We can achieve this by setting the **“stratify”** argument to the y component of the original dataset. This will be used by the train_test_split() function to ensure that both the train and test sets have the proportion of examples in each class that is present in the provided “y” array.



In [26]:
x_train, x_test, y_train, y_test = train_test_split(X, Y, test_size=0.30, random_state=1, stratify = Y)

In [27]:
from collections import Counter
print(Counter(Y))
print(Counter(y_train))
print(Counter(y_test))

Counter({'Female': 2501, 'Male': 2500})
Counter({'Female': 1750, 'Male': 1750})
Counter({'Female': 751, 'Male': 750})


### Example with a desbalanced dataset

In [32]:
# split imbalanced dataset into train and test sets without stratification
from collections import Counter
from sklearn.datasets import make_classification
from sklearn.model_selection import train_test_split
# create dataset
X, y = make_classification(n_samples=100, weights=[0.94], flip_y=0, random_state=1)
print(Counter(y))
# split into train test sets
X_train, X_test, y_train, y_test = train_test_split(X, y, test_size=0.50, random_state=1)
print(Counter(y_train))
print(Counter(y_test))

Counter({0: 94, 1: 6})
Counter({0: 45, 1: 5})
Counter({0: 49, 1: 1})


In [33]:
X_train, X_test, y_train, y_test = train_test_split(X, y, test_size=0.50, random_state=1, stratify = y)
print(Counter(y_train))
print(Counter(y_test))

Counter({0: 47, 1: 3})
Counter({0: 47, 1: 3})


## Difference between Test and Validation 

**Training Dataset**: The sample of data used to fit the model.

**Validation Dataset**: The sample of data used to provide an unbiased evaluation of a model fit on the training dataset while tuning model hyperparameters. The evaluation becomes more biased as skill on the validation dataset is incorporated into the model configuration.

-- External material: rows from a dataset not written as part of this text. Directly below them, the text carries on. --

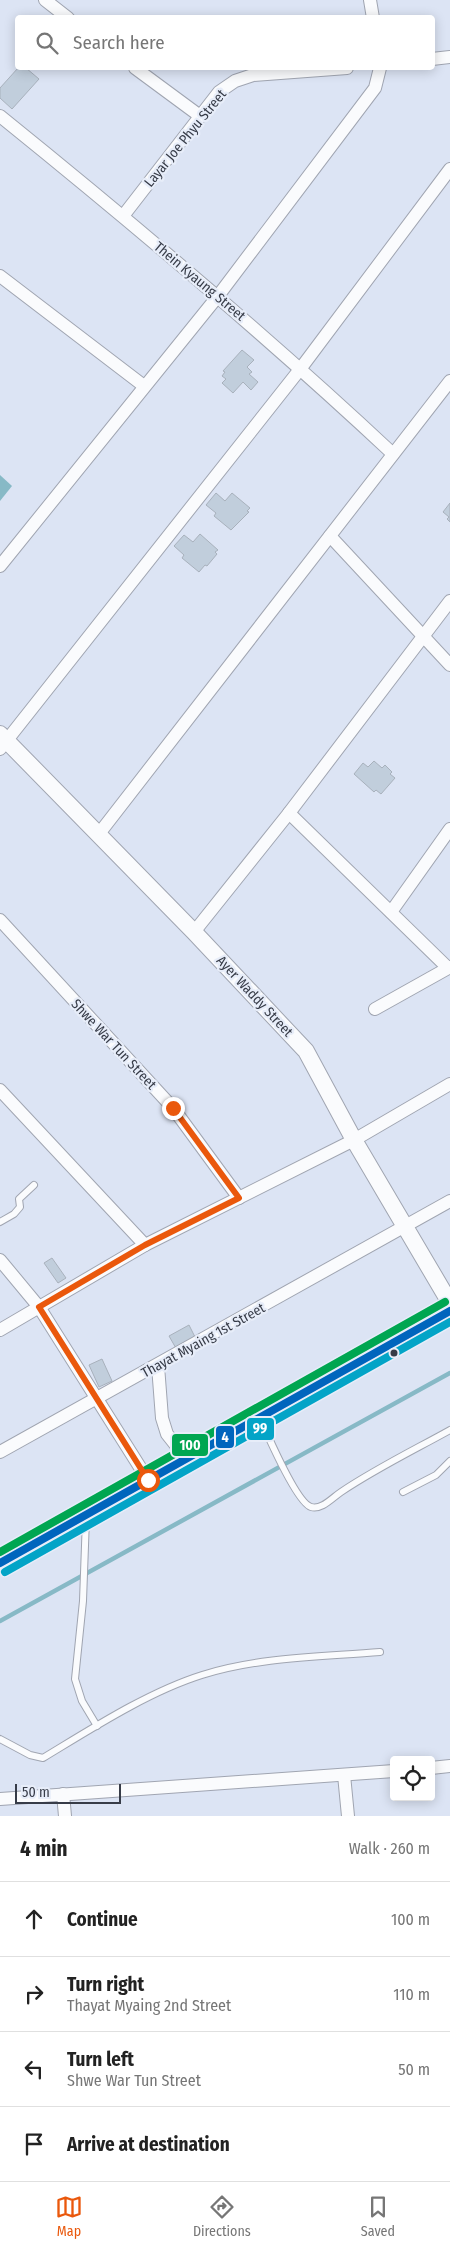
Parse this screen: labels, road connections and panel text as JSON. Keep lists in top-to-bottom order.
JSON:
{
  "streets": {
    "street": [
      "Layar Joe Phyu Street",
      "Thein Kyaung Street",
      "Ayer Waddy Street",
      "Shwe War Tun Street",
      "Thayat Myaing 1st Street"
    ]
  },
  "crossings": [
    ["Layar Joe Phyu Street", "Thein Kyaung Street"],
    ["Ayer Waddy Street", "Thayat Myaing 1st Street"]
  ],
  "lines": ["transit line 100", "transit line 4", "transit line 99"],
  "scale_bar": "50 m",
  "page": {
    "search": "Search here",
    "scale": "50 m",
    "heading": ["4 min", "Walk · 260 m"],
    "list": [
      ["Continue", "100 m"],
      ["Turn right", "Thayat Myaing 2nd Street", "110 m"],
      ["Turn left", "Shwe War Tun Street", "50 m"],
      "Arrive at destination"
    ],
    "nav": ["Map", "Directions", "Saved"]
  }
}
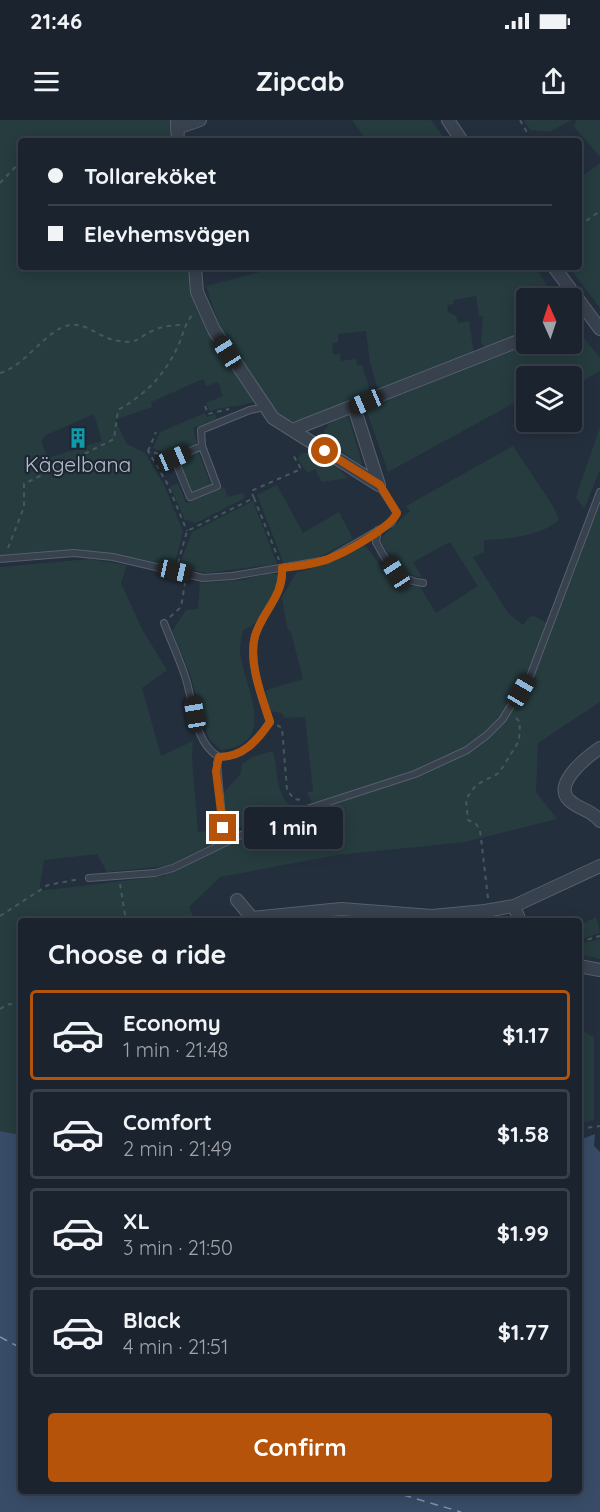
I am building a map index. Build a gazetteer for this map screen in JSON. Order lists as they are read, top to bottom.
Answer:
{
  "places": {
    "building": ["Kägelbana"]
  },
  "north": "top",
  "page": {
    "status": "21:46",
    "header": "Zipcab",
    "banner": ["Tollareköket", "Elevhemsvägen"],
    "bubble": "1 min",
    "heading": "Choose a ride",
    "list": [
      {
        "name": "Economy",
        "note": "1 min · 21:48",
        "value": "$1.17"
      },
      {
        "name": "Comfort",
        "note": "2 min · 21:49",
        "value": "$1.58"
      },
      {
        "name": "XL",
        "note": "3 min · 21:50",
        "value": "$1.99"
      },
      {
        "name": "Black",
        "note": "4 min · 21:51",
        "value": "$1.77"
      }
    ],
    "buttons": "Confirm"
  }
}
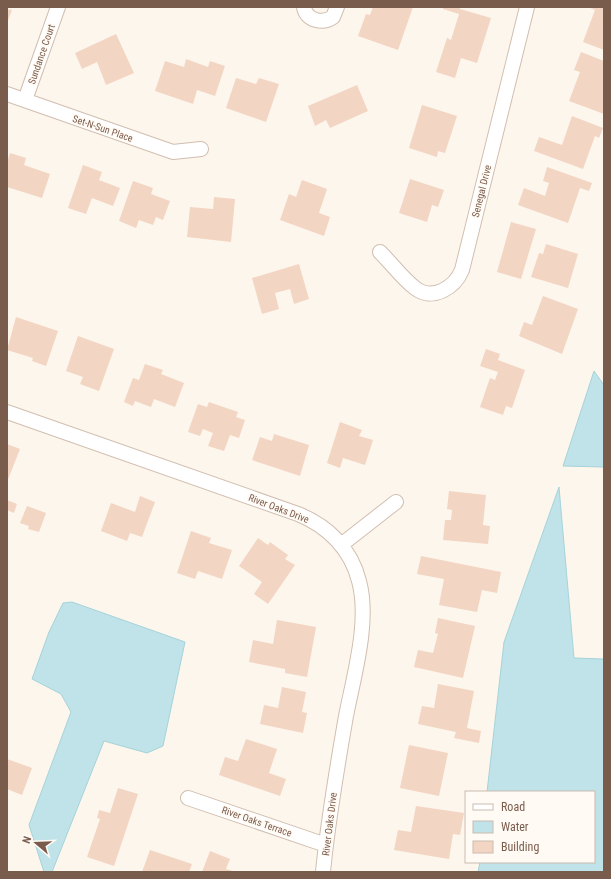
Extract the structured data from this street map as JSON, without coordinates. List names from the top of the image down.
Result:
{
  "streets": {
    "street": [
      "Sundance Court",
      "Set-N-Sun Place",
      "Senegal Drive",
      "River Oaks Drive",
      "River Oaks Terrace"
    ]
  },
  "crossings": [
    ["Sundance Court", "Set-N-Sun Place"],
    ["River Oaks Drive", "River Oaks Terrace"]
  ],
  "legend": ["Road", "Water", "Building"],
  "north": "left"
}
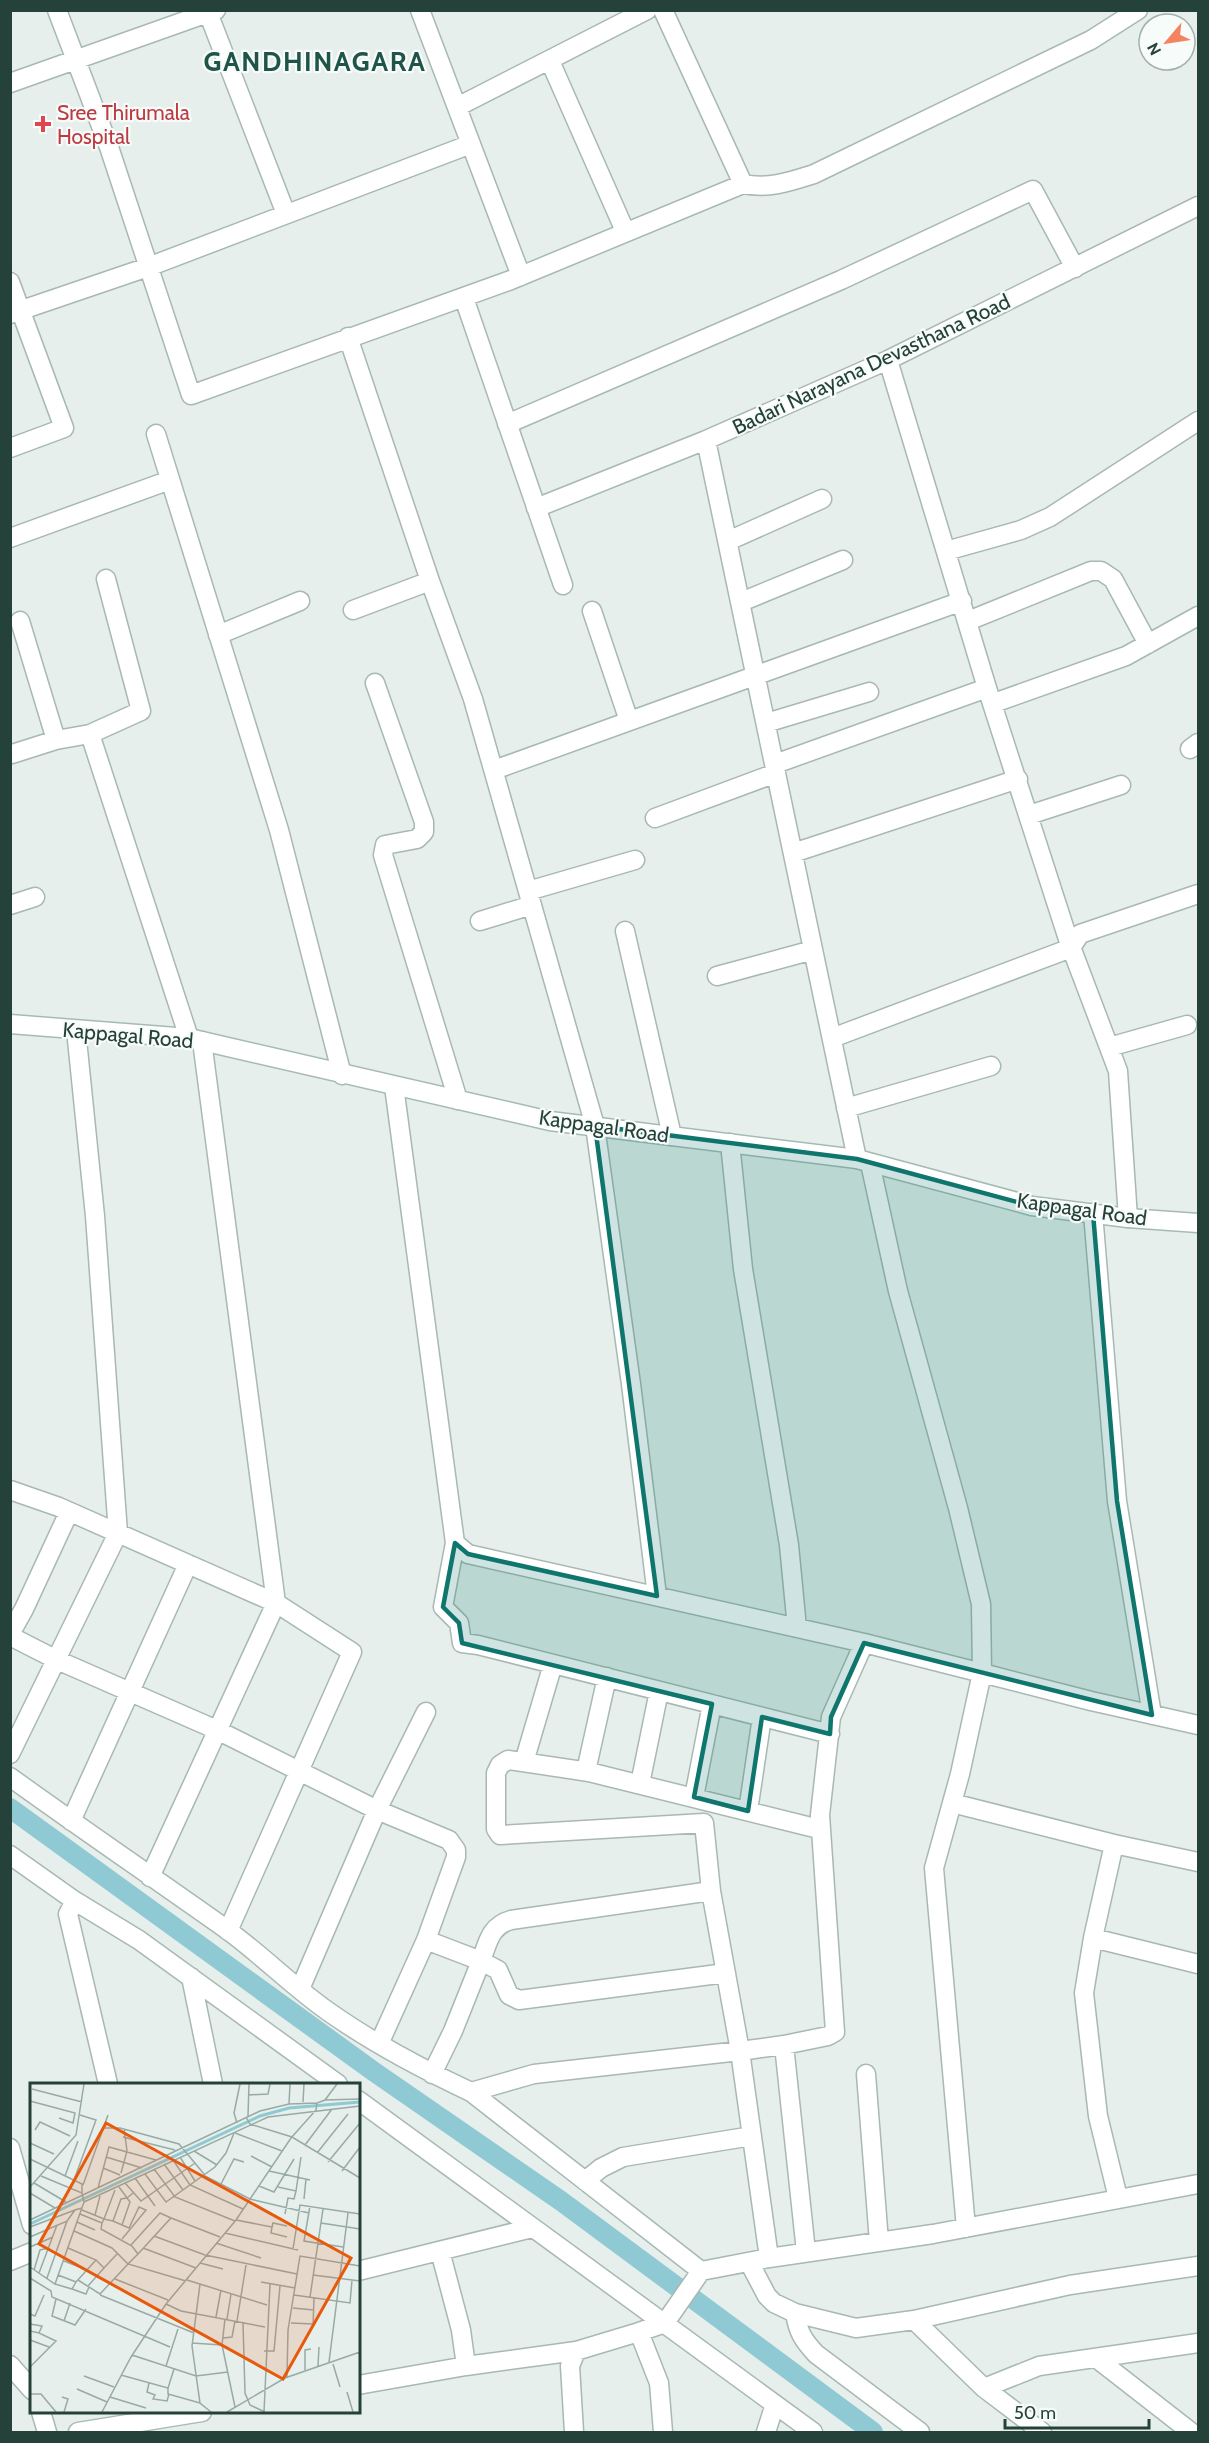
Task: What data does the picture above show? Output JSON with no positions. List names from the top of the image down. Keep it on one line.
{"streets":{"street":["Badari Narayana Devasthana Road","Kappagal Road"]},"districts":["GANDHINAGARA"],"places":{"health":["Sree Thirumala Hospital"]},"scale_bar":"50 m","north":"bottom left"}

**Test Dataset**: The sample of data used to provide an unbiased evaluation of a final model fit on the training dataset.

One popular example is to use k-fold cross-validation to tune model hyperparameters instead of a separate validation dataset.

“Validation dataset” disappears if the practitioner is choosing to tune model hyperparameters using k-fold cross-validation with the training dataset.